Bites can often result in infections and reactions that can last weeks
THESE are the horrifying images shared by victims of horsefly bites as the country gears up for a summer invasion of the pests.
The shocking pictures show the horrific pus filled blisters caused by the insects.
Victims have been taking to social media to share pictures of their bites, the Manchester Evening News reports.
Bites can often result in infections and reactions that can last weeks.
Horseflies have razor sharp jaws and can cause a very painful bite. They can grow up to 1.25in in length.
It can take much longer to recover from a horsefly bite because they cut into the skin rather than pierce it, The Manchester Evening News reports.
In 2013 a 48-year-old dad-of-four died after suffering an “incredibly rare” allergic reaction when he was bitten by a horsefly.
Andy Batty collapsed as a result of anaphylactic shock and was pronounced dead by paramedics at the scene, the BBC reports.
Horseflies live close to water and livestock.

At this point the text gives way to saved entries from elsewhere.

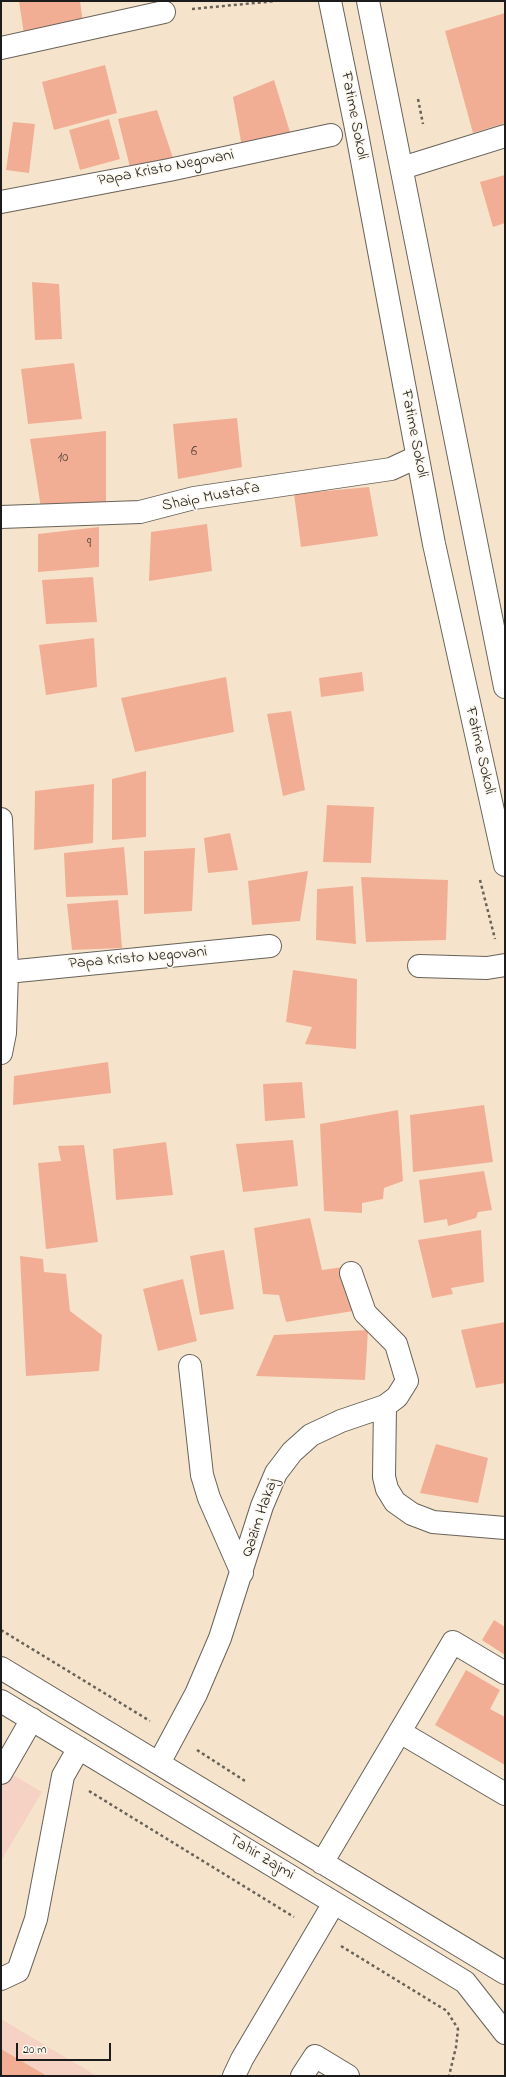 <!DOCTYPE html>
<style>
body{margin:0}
#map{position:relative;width:506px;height:2077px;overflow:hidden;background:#f5e4cb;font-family:"Indie Flower",sans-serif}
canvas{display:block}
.frame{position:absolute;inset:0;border:2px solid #1c1c1c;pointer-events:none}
.scale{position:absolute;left:16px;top:2043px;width:95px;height:18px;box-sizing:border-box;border:2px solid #1c1c1c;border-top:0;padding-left:5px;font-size:12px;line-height:14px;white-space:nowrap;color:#1c1c1c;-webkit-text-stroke:3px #fbf7ec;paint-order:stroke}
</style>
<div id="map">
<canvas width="506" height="2077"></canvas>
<div class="frame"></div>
<div class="scale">20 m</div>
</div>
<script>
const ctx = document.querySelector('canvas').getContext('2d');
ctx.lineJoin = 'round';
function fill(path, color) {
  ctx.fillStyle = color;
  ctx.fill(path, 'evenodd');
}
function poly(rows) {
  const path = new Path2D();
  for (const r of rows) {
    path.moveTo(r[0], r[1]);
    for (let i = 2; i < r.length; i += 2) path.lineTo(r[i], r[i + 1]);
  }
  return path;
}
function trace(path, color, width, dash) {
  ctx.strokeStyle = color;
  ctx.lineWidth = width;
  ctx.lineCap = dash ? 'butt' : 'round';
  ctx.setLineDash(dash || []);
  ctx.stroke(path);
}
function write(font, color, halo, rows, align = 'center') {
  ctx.font = font + ' "Indie Flower",sans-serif';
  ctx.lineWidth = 3;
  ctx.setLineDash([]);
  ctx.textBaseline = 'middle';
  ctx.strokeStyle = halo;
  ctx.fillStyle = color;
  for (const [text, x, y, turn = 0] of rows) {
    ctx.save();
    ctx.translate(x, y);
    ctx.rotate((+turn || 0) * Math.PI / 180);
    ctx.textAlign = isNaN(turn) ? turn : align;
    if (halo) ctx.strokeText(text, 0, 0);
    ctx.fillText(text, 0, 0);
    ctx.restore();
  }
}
fill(poly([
 [1,1768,42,1792,1,1861],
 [1,2019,97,2076,1,2076]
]), '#f6d2c4');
fill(poly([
 [19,1,80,1,83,23,24,34],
 [505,13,505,123,473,133,445,31],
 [105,65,117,113,54,130,42,82],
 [274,80,290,132,242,147,233,97],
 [157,110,173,158,130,167,118,119],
 [109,119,120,159,80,170,69,130],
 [13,122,35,124,29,173,6,170],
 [505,175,505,223,493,227,480,182],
 [32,282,59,284,62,339,35,340],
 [74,363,82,419,28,424,21,369],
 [237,418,242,467,178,479,173,424],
 [106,431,106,502,41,508,30,439],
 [369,487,378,536,301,547,294,494],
 [207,524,212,571,149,581,151,532],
 [99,527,99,567,38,572,38,534],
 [93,577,97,622,46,624,42,580],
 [94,638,97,687,46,695,39,645],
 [362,672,364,691,321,697,319,678],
 [226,677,234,732,135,752,121,698],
 [291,711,305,790,283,796,267,714],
 [146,771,146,837,112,840,112,779],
 [94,784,93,843,34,850,35,791],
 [327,805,374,807,371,863,323,862],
 [230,833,238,870,208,873,204,838],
 [124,847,128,895,66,897,64,853],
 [195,848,192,911,144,914,144,851],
 [308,871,300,921,252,925,248,881],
 [361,877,448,880,446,940,366,942],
 [353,886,356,944,316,940,317,889],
 [118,900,122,948,72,950,67,904],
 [293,970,357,979,356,1049,305,1044,312,1027,286,1022],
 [108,1062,111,1093,13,1105,14,1076],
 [302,1082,305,1118,265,1121,263,1084],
 [484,1105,493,1162,413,1172,410,1115],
 [398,1110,403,1181,384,1188,383,1199,362,1203,362,1213,324,1211,320,1124],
 [293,1140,298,1186,243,1192,236,1144],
 [166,1142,173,1195,116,1200,113,1149],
 [84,1145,98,1242,46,1249,38,1163,61,1161,58,1146],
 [484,1171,492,1210,478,1212,476,1218,448,1226,447,1219,424,1223,419,1180],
 [310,1218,322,1270,343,1267,353,1311,286,1322,279,1295,263,1294,254,1228],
 [481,1230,484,1282,451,1288,453,1294,432,1298,418,1240],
 [224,1250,234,1309,200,1315,190,1256],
 [20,1256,43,1259,44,1272,66,1274,70,1311,102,1335,99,1371,26,1376],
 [183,1279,197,1341,158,1351,143,1289],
 [505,1322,505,1383,476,1388,461,1330],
 [368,1330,365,1380,256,1376,274,1335],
 [436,1444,488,1458,478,1503,420,1493],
 [494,1620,505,1627,505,1655,482,1640],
 [466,1670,500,1690,490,1709,505,1717,505,1765,435,1725],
 [1,2049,47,2076,1,2076]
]), '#f1ae94');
const minor = poly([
 [330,1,355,123,434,544,505,865],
 [368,1,505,687],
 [1,48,164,12],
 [402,168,505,136],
 [1,202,169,170,331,135],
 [1,517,140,512,194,498,391,469,417,457],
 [1,819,7,972,5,1033,1,1053],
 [419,966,487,968,505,965],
 [7,972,270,946],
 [190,1366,202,1475,209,1498,242,1573],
 [385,1406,384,1477,387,1489,395,1502,412,1514,433,1522,505,1528],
 [1,1668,505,1973],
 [1,1701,465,1982,505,2033],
 [400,1732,505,1794],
 [159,1763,196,1694,220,1638,262,1506,276,1473,292,1452,311,1435,341,1421,385,1406,397,1397,407,1381,396,1344,365,1313,351,1273],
 [1,1773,32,1719],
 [322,1863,453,1642,505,1673],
 [1,1979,18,1971,36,1919,63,1776,79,1748],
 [234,2076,242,2059,334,1903],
 [302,2076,315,2056,348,2076]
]);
trace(minor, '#686259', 24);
trace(poly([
 [192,9,276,1],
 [418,99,423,124],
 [480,880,495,939],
 [1,1630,150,1721],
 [197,1750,245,1781],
 [89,1791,294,1917],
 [341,1946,447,2011,458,2029,456,2047,449,2076]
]), '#686259', 2.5, [3, 3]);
trace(minor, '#fff', 22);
write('14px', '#51403a', null, [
 ["6",194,453],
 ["10",63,459],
 ["9",89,545]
]);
write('16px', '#1c1c1c', '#fbf7ec', [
 ["Fatime Sokoli",353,116,79],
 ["Papa Kristo Negovani",166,169,-11],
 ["Fatime Sokoli",413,434,79],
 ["Shaip Mustafa",211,498,-11],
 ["Fatime Sokoli",479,751,77],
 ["Papa Kristo Negovani",138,959,-5],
 ["Qazim Hakaj",261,1518,-71],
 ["Tahir Zajmi",261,1858,31]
]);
</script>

The females drink the blood of animals and humans and males drink nectar from flowers or juices from fruit.
A large, hairy fly whose bite can be extremely painful, the horsefly tends to bite on warm, sunny days, especially your head and upper body.
The bites develop into large, red, itchy, swollen bumps within minutes.

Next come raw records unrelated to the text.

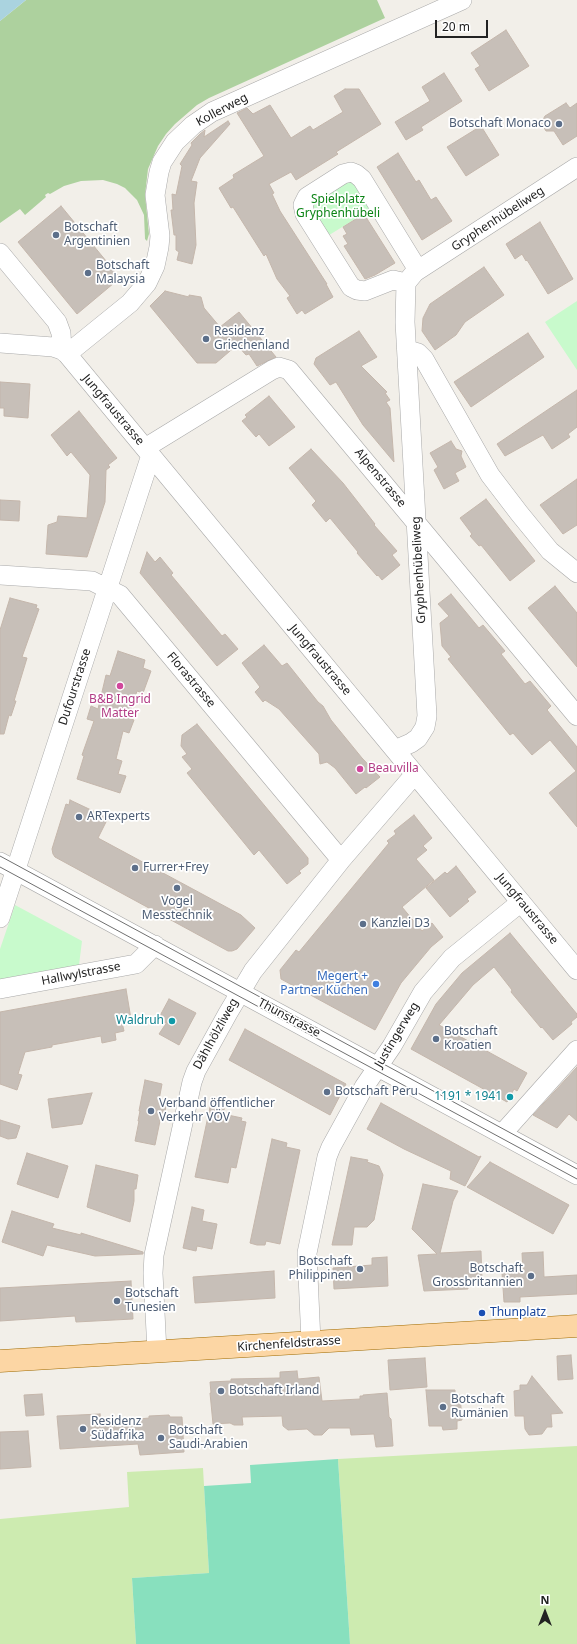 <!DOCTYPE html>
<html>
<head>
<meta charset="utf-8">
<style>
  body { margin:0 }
  #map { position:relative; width:577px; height:1644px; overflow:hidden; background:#f2efe9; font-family:"Noto Sans",sans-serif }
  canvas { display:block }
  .north { position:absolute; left:525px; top:1592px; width:40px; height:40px; -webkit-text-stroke:3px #fff; paint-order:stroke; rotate:0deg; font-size:11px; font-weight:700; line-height:16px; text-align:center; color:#222 }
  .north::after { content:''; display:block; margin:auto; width:14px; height:18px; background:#222; clip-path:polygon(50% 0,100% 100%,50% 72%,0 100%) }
  .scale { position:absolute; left:435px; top:20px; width:53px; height:18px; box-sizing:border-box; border:2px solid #222; border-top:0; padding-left:5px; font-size:12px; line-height:14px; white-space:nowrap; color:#222; -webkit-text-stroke:3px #fff; paint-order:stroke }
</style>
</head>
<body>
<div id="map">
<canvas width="577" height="1644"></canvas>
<div class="north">N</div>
<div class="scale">20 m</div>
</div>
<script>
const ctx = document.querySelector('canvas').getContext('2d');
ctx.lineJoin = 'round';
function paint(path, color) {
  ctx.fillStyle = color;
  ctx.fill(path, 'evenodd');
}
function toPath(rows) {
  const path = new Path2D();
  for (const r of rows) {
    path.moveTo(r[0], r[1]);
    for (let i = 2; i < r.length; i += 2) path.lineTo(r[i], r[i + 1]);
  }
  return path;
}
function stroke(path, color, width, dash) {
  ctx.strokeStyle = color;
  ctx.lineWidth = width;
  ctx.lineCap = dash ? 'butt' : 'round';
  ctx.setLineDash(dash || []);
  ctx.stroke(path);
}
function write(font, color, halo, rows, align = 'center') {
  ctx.font = font + ' "Noto Sans",sans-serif';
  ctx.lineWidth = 3.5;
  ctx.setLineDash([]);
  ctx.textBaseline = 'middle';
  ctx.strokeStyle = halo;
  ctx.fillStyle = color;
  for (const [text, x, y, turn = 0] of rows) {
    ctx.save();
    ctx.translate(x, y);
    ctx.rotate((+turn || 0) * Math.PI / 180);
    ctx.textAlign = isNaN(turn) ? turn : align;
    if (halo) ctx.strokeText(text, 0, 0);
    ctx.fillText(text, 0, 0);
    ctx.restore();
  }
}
const grass = toPath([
  [577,1446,577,1644,350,1644,338,1459],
  [203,1468,209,1573,132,1578,136,1644,0,1644,0,1519,129,1507,127,1472]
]);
const forest = toPath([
  [26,0,377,0,385,18,209,98,197,105,175,124,166,134,158,146,148,169,145,195,149,234,147,241,145,239,144,215,137,200,125,188,117,184,103,180,81,181,64,186,50,194,48,193,45,195,46,197,25,215,20,209,0,223,0,21]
]);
const park = toPath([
  [353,179,373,208,326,237,310,212,310,202],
  [577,301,577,370,545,322],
  [15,905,82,941,79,965,0,980,0,949]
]);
const pitch = toPath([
  [338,1459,350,1644,136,1644,132,1578,209,1573,204,1486,251,1483,250,1465]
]);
const water = toPath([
  [0,0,26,0,0,21]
]);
const building = toPath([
  [506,30,529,66,489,91,475,69,480,66,471,53,506,30],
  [444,73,462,101,421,127,423,130,406,140,395,122,430,101,422,87,444,73],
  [345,89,359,89,381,124,336,152,338,154,296,180,291,172,269,184,274,193,272,194,280,211,327,284,326,284,333,297,305,314,302,310,297,314,287,298,290,296,277,279,266,254,264,256,233,207,231,208,219,188,234,178,233,175,264,156,237,113,247,108,253,114,270,105,291,138,310,126,313,130,343,112,334,96,345,89],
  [566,103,570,108,577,103,577,136,563,145,554,131,546,131,541,123,545,116,566,103],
  [228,121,230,124,200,158,191,181,197,182,194,203,196,245,192,264,177,260,179,252,176,250,176,235,174,235,171,210,173,210,172,194,176,195,182,166,180,164,192,145,191,143,200,134,205,130,204,137,228,121],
  [481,126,499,155,466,176,447,147,481,126],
  [398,153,416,182,419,180,431,200,436,197,452,221,422,240,377,167,398,153],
  [61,206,120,278,77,314,18,242,61,206],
  [364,214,395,263,375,275,365,279,344,246,348,244,343,236,347,234,343,227,364,214],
  [540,222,573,279,548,294,527,260,526,261,522,254,515,259,506,244,540,222],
  [484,267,504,295,465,322,456,335,435,350,422,331,423,318,430,304,484,267],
  [165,291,189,297,189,295,201,297,204,308,220,327,239,312,276,357,257,366,249,354,246,355,237,345,216,363,197,363,150,306,165,291],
  [359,331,377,357,361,366,387,392,385,393,390,400,386,402,390,408,394,462,363,425,336,382,330,385,314,364,316,358,359,331],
  [528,333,544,357,471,407,454,382,528,333],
  [0,382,30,384,28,418,4,416,4,408,0,408,0,382],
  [577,390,577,427,568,434,570,437,552,449,543,435,505,456,497,444,577,390],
  [269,396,295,427,269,446,259,434,256,437,242,421,247,417,245,415,269,396],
  [79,411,117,458,108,465,110,467,106,470,105,502,87,557,46,554,48,525,57,522,58,516,87,518,90,475,71,452,67,456,51,435,79,411],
  [451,441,456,449,462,451,461,456,466,467,455,473,459,481,444,489,434,470,438,467,430,453,451,441],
  [311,449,343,483,375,524,374,525,397,551,392,555,400,565,382,580,378,575,377,576,357,553,358,552,330,518,326,522,312,505,316,501,289,468,311,449],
  [577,479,577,525,563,534,540,505,577,479],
  [486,499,535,561,510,581,481,545,479,546,470,536,472,534,460,518,486,499],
  [0,500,20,501,19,521,0,520,0,500],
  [147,552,155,562,160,557,173,573,171,575,222,636,225,634,238,649,217,666,140,573,147,552],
  [555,586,577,613,577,667,528,608,555,586],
  [451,594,479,628,483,625,505,651,501,654,525,684,530,681,551,706,547,710,577,747,577,827,549,793,576,771,550,740,532,755,513,733,510,735,448,659,451,657,442,646,440,623,449,616,438,604,451,594],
  [10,598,37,605,36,608,39,609,22,657,27,658,14,701,16,701,11,716,9,715,4,734,0,734,0,630,10,598],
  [264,645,282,666,287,663,318,702,323,706,331,720,362,758,380,777,366,788,365,787,356,794,335,768,327,762,320,764,319,754,279,709,265,700,263,702,255,692,260,687,242,663,264,645],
  [118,651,145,660,143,668,151,671,143,693,137,691,128,718,134,720,129,733,123,731,116,759,122,761,118,774,126,776,120,793,77,779,84,756,82,755,94,721,87,719,91,706,98,709,106,675,110,676,118,651],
  [197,724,308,858,308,864,299,871,301,873,287,884,259,850,254,855,187,773,192,769,182,757,187,754,181,746,182,735,197,724],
  [70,800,108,818,98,838,241,915,255,928,237,949,232,951,228,951,55,857,53,854,52,849,66,804,69,805,70,800],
  [414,815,432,838,423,846,427,850,416,859,434,880,402,907,422,931,432,923,443,937,431,947,401,983,375,1030,281,979,280,970,296,950,299,952,389,843,387,841,396,834,394,831,414,815],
  [456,866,476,892,467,899,469,901,450,917,426,888,445,872,447,874,456,866],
  [510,933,577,1014,577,1017,571,1022,572,1024,553,1040,542,1027,541,1028,511,992,512,990,494,967,473,985,439,1025,527,1073,517,1091,514,1089,507,1102,411,1049,436,1004,462,973,510,933],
  [126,989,131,1019,120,1014,124,1031,115,1033,116,1040,102,1043,101,1036,52,1045,52,1047,25,1052,18,1074,22,1075,17,1090,0,1084,0,1012,126,989],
  [169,999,196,1013,179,1045,159,1034,167,1022,155,1025,169,999],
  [245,1029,346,1084,330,1115,229,1060,245,1029],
  [577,1067,577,1121,569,1114,557,1128,533,1115,577,1067],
  [145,1080,162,1084,159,1100,167,1101,164,1116,161,1116,155,1145,135,1141,139,1121,138,1121,140,1111,139,1111,145,1080],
  [92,1093,82,1124,52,1128,48,1099,92,1093],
  [212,1098,226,1101,223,1114,242,1118,241,1121,246,1122,236,1168,231,1167,228,1183,195,1177,212,1098],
  [381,1103,479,1157,481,1156,465,1186,450,1179,451,1171,404,1149,367,1129,381,1103],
  [0,1120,20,1126,16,1138,8,1139,0,1136,0,1120],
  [272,1139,287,1143,286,1147,300,1150,280,1244,266,1241,265,1245,257,1245,250,1243,272,1139],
  [27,1153,68,1166,58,1198,17,1184,27,1153],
  [351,1157,368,1160,367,1162,379,1166,383,1175,374,1220,367,1227,354,1227,352,1245,332,1245,351,1157],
  [490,1162,569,1205,553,1234,467,1187,490,1162],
  [96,1165,138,1175,136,1189,134,1189,134,1201,130,1222,87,1207,96,1165],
  [423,1184,458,1191,453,1201,440,1253,481,1251,482,1280,467,1281,468,1289,424,1291,418,1255,437,1254,412,1229,423,1184],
  [192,1207,204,1210,202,1221,217,1224,212,1249,197,1246,196,1251,183,1248,192,1207],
  [12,1211,54,1224,52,1228,81,1235,81,1233,143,1252,143,1254,95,1256,47,1245,43,1256,2,1242,12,1211],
  [543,1252,544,1277,577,1275,577,1294,520,1297,520,1302,504,1302,502,1273,523,1272,522,1253,543,1252],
  [387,1257,388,1286,334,1289,333,1268,372,1265,372,1258,387,1257],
  [274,1271,275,1298,195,1303,193,1277,274,1271],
  [131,1281,133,1319,76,1322,75,1316,0,1321,0,1288,131,1281],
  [571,1355,573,1379,558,1380,557,1356,571,1355],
  [425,1358,427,1387,390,1390,388,1360,425,1358],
  [297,1371,298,1379,319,1377,322,1401,360,1399,360,1396,363,1396,363,1395,387,1393,389,1417,391,1419,393,1446,376,1447,374,1434,351,1435,350,1428,329,1428,322,1435,314,1435,307,1429,288,1430,283,1426,282,1416,242,1417,243,1425,234,1425,230,1423,213,1424,210,1393,211,1393,210,1382,231,1381,231,1379,280,1378,280,1372,297,1371],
  [532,1376,563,1413,551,1414,552,1427,547,1427,542,1434,529,1435,525,1429,524,1416,515,1416,514,1391,520,1390,520,1385,527,1385,532,1376],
  [426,1390,455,1390,455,1395,460,1395,462,1420,457,1421,457,1429,443,1430,442,1426,429,1426,426,1390],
  [42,1394,44,1415,26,1416,24,1395,42,1394],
  [100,1414,101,1423,149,1418,149,1416,169,1415,170,1417,182,1417,184,1452,140,1455,138,1444,60,1449,57,1416,100,1414],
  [28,1431,31,1467,0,1469,0,1432,28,1431]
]);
const minor = toPath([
  [0,253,57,322,61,333,62,350],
  [406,283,393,280,365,291,357,290,351,287,305,214,303,205,307,197,343,174,351,172,356,174,362,179,418,270],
  [0,343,53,347,62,350,67,354,577,970],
  [407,350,418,353,424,359,490,475,519,513,550,551,577,573],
  [67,354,130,303,147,283,155,266,159,247,160,236,155,195,159,172,162,162,175,142,193,125,212,112,462,0],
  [145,448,272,370,279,367,289,370,577,716],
  [0,575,92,581,120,595,341,860],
  [395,750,411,743,418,738,425,727,427,716,405,322,406,283,415,272,577,167],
  [0,862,577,1175],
  [0,918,151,455],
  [0,989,136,964,155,945],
  [502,1134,577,1050],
  [311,1342,307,1253,327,1157,331,1147,364,1087,392,1046,423,992,452,958,521,902],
  [157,1352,153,1273,154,1255,192,1082,196,1071,228,1013,253,971,341,860,415,774]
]);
const major = toPath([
  [0,1361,577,1326]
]);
const tram = toPath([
  [0,856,577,1169],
  [0,867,577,1179]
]);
const markers = [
  [559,124,4,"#5c6f8a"],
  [56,235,4,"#5c6f8a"],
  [88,273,4,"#5c6f8a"],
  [206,339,4,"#5c6f8a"],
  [120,686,4,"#d1479c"],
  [360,769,4,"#d1479c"],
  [79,817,4,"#5c6f8a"],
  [135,868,4,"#5c6f8a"],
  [177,888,4,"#5c6f8a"],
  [363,924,4,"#5c6f8a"],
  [376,984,4,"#3f7fe0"],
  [172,1021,4,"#0f9aa8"],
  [436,1039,4,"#5c6f8a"],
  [327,1092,4,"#5c6f8a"],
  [510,1097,4,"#0f9aa8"],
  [151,1111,4,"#5c6f8a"],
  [360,1269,4,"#5c6f8a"],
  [531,1276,4,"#5c6f8a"],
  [117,1301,4,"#5c6f8a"],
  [482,1313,4,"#1a4fb4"],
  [221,1391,4,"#5c6f8a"],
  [443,1407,4,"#5c6f8a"],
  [83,1429,4,"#5c6f8a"],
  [161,1438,4,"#5c6f8a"]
];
const streetNames = [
  ["Kollerweg",222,110,-28],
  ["Gryphenhübeliweg",498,219,-33],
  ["Jungfraustrasse",113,410,50],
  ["Alpenstrasse",380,478,50],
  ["Gryphenhübeliweg",419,570,-93],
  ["Jungfraustrasse",320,660,50],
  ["Florastrasse",191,680,50],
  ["Dufourstrasse",75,687,-72],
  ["Jungfraustrasse",527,909,50],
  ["Hallwylstrasse",81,974,-11],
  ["Thunstrasse",289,1018,28],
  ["Dählhölzliweg",216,1034,-61],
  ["Justingerweg",397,1035,-59],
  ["Kirchenfeldstrasse",289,1344,-4]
];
const serviceNames = [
  ["Botschaft Monaco",551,124,"right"],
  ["Botschaft",64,228],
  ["Argentinien",64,242],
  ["Botschaft",96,266],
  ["Malaysia",96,280],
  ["Residenz",214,332],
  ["Griechenland",214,346],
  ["ARTexperts",87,817],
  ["Furrer+Frey",143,868],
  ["Vogel",177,902,"center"],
  ["Messtechnik",177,916,"center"],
  ["Kanzlei D3",371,924],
  ["Botschaft",444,1032],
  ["Kroatien",444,1046],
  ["Botschaft Peru",335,1092],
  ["Verband öffentlicher",159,1104],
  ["Verkehr VÖV",159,1118],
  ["Botschaft",352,1262,"right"],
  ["Philippinen",352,1276,"right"],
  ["Botschaft",523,1269,"right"],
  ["Grossbritannien",523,1283,"right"],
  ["Botschaft",125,1294],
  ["Tunesien",125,1308],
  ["Botschaft Irland",229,1391],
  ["Botschaft",451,1400],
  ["Rumänien",451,1414],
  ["Residenz",91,1422],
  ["Südafrika",91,1436],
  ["Botschaft",169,1431],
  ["Saudi-Arabien",169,1445]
];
const parkNames = [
  ["Spielplatz",338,200],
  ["Gryphenhübeli",338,214]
];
const hotelNames = [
  ["B&B Ingrid",120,700],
  ["Matter",120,714],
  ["Beauvilla",368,769,"left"]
];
const shopNames = [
  ["Megert +",368,977],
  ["Partner Küchen",368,991]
];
const cultureNames = [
  ["Waldruh",164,1021],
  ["1191 * 1941",502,1097]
];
const transitNames = [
  ["Thunplatz",490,1313]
];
paint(grass, '#cdebb0');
paint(forest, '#add19e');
paint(park, '#c8facc');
paint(pitch, '#88e0be');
paint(water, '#aad3df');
paint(building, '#c7bfb8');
stroke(building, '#c4b6ab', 1);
stroke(minor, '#a9a9a9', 20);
stroke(major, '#a06b00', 23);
stroke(minor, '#fff', 19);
stroke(major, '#fcd6a4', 22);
stroke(tram, '#707070', 1);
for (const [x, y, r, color] of markers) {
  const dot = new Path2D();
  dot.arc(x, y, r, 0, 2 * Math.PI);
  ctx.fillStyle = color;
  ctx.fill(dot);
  stroke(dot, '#fff', 1.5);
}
write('12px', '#222', '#fff', streetNames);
write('12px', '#4e5e75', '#fff', serviceNames, 'left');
write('12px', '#0c8416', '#fff', parkNames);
write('12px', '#b23c85', '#fff', hotelNames);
write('12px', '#366cbe', '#fff', shopNames, 'right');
write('12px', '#0d838f', '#fff', cultureNames, 'right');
write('12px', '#164399', '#fff', transitNames, 'left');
</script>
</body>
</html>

Victims may also experience dizziness, weakness and wheezing.
The NHS say horsefly bites can take a while to heal and can become infected.
They add: “See your GP if you have symptoms of an infection, such as pus or increasing pain, redness and swelling.
“The horsefly doesn’t spread disease, but as its bite cuts the skin rather than piercing it, horsefly bites are very painful, take longer to heal than other insect bites, and can easily become infected.”
In June we reported on a waitress left in agony when her thigh “ballooned” after she was bitten by a horsefly at an outdoor gym.
Alex Butterfield was left horrified after her leg swelled up with a seven-inch red welt.
What are horseflies?
Horseflies are about an inch long, making them much larger than an average fly and agile in flight, and the females bite animals, including humans, to obtain blood.
Aside from the momentary pain, horse fly bites generally aren’t harmful to humans. If you are bitten by a horse fly you should cleanse the bite and apply over-the-counter antiseptic spray or ointment to help keep the wound clean and decrease irritation and itchiness.
In most cases, a horse fly bite can heal on its own in a few days. Make sure you watch the area for signs of an infection and if you have any unusual symptoms, you should consult your doctor.